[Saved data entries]
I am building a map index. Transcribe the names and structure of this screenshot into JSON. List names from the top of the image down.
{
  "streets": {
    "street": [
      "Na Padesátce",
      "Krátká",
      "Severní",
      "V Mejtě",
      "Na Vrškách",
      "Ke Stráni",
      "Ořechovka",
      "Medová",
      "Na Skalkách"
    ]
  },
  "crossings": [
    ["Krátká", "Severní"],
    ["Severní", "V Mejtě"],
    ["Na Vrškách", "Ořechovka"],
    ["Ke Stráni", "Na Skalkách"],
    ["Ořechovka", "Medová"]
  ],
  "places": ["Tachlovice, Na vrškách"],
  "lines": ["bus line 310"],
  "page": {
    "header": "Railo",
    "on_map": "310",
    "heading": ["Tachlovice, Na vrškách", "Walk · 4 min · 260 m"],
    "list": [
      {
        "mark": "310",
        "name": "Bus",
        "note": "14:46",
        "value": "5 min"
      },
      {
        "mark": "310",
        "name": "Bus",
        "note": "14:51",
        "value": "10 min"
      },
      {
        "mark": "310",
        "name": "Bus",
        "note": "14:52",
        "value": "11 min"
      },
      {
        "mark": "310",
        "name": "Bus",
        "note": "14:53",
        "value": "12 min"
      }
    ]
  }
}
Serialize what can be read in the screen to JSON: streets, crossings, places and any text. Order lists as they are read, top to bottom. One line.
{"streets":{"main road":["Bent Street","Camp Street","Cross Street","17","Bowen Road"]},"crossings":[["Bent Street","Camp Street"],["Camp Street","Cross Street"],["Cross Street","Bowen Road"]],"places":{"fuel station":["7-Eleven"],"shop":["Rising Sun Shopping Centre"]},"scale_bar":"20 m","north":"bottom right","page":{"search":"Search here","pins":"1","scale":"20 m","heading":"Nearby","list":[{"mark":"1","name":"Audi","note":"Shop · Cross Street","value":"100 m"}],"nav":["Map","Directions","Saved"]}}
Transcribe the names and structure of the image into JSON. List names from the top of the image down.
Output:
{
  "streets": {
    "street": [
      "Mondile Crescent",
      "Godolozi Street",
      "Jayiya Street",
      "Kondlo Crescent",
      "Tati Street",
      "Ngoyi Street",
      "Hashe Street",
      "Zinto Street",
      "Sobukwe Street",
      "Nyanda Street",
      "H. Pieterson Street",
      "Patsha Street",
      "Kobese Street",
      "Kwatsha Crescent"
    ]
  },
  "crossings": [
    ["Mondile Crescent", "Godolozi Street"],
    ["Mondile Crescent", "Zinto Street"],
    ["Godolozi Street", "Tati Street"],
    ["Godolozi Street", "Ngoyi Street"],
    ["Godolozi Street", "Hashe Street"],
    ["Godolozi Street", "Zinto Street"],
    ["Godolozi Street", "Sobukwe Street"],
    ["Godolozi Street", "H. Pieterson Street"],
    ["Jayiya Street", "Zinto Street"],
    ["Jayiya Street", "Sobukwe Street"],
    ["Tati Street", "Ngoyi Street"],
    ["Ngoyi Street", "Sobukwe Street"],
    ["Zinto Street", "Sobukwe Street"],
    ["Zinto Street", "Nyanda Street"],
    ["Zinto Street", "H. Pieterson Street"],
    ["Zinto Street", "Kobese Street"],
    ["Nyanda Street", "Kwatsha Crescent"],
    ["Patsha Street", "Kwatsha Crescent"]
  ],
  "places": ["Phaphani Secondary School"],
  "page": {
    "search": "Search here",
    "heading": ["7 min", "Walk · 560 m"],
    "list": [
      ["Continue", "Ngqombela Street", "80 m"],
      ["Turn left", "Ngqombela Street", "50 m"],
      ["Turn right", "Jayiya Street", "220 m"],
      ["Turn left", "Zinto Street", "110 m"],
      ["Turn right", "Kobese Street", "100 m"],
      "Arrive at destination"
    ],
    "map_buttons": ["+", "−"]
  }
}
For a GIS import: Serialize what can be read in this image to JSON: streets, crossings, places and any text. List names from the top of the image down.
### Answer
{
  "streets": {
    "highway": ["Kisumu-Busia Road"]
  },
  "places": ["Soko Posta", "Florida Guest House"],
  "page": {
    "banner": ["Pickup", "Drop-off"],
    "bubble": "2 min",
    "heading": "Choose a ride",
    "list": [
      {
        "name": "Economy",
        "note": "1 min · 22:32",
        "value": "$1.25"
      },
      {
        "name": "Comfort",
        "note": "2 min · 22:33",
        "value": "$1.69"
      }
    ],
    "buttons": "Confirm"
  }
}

• Task:
Extract each line holding the word "Godolozi" from the records.

• Output for this exercise:
      "Godolozi Street",
    ["Mondile Crescent", "Godolozi Street"],
    ["Godolozi Street", "Tati Street"],
    ["Godolozi Street", "Ngoyi Street"],
    ["Godolozi Street", "Hashe Street"],
    ["Godolozi Street", "Zinto Street"],
    ["Godolozi Street", "Sobukwe Street"],
    ["Godolozi Street", "H. Pieterson Street"],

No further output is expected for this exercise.